An IRAK1–PIN1 signalling axis drives intrinsic tumour resistance to radiation therapy

Peter H. Liu, Richa B. Shah, Yuanyuan Li, Arshi Arora, Peter Man Un Ung, Renuka Raman, Andrej Gorbatenko, Shingo Kozono, Xiao Zhen Zhou, Vincent Brechin, John M. Barbaro, Ruth Thompson, Richard M. White, Julio A. Aguirre-Ghiso, John V. Heymach, Kun Ping Lu, Jose M. Silva, Katherine S. Panageas, Avner Schlessinger, Robert G. MakiHeath D. Skinner, Elisa de Stanchina, Samuel Sidi

Research output: Contribution to journalArticlepeer-review

31 Scopus citations


Drug-based strategies to overcome tumour resistance to radiotherapy (R-RT) remain limited by the single-agent toxicity of traditional radiosensitizers (for example, platinums) and a lack of targeted alternatives. In a screen for compounds that restore radiosensitivity in p53 mutant zebrafish while tolerated in non-irradiated wild-type animals, we identified the benzimidazole anthelmintic oxfendazole. Surprisingly, oxfendazole acts via the inhibition of IRAK1, a kinase thus far implicated in interleukin-1 receptor (IL-1R) and Toll-like receptor (TLR) immune responses.
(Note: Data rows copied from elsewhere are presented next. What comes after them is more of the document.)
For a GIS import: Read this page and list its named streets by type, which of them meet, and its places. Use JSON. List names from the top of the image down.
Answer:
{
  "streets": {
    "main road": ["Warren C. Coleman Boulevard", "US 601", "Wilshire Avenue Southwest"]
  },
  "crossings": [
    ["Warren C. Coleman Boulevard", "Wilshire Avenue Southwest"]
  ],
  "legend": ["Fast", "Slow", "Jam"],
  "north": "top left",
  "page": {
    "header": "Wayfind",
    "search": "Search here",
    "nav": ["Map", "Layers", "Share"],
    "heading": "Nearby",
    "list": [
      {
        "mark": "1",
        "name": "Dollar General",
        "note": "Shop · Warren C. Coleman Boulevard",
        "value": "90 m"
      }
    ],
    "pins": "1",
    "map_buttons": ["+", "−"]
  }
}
IRAK1 drives R-RT in a pathway involving IRAK4 and TRAF6 but not the IL-1R/TLR–IRAK adaptor MyD88. Rather than stimulating nuclear factor-κB, radiation-activated IRAK1 prevented apoptosis mediated by the PIDDosome complex (comprising PIDD, RAIDD and caspase-2). Countering this pathway with IRAK1 inhibitors suppressed R-RT in tumour models derived from cancers in which TP53 mutations predict R-RT. Moreover, IRAK1 inhibitors synergized with inhibitors of PIN1, a prolyl isomerase essential for IRAK1 activation in response to pathogens and, as shown here, in response to ionizing radiation. These data identify an IRAK1 radiation-response pathway as a rational chemoradiation therapy target.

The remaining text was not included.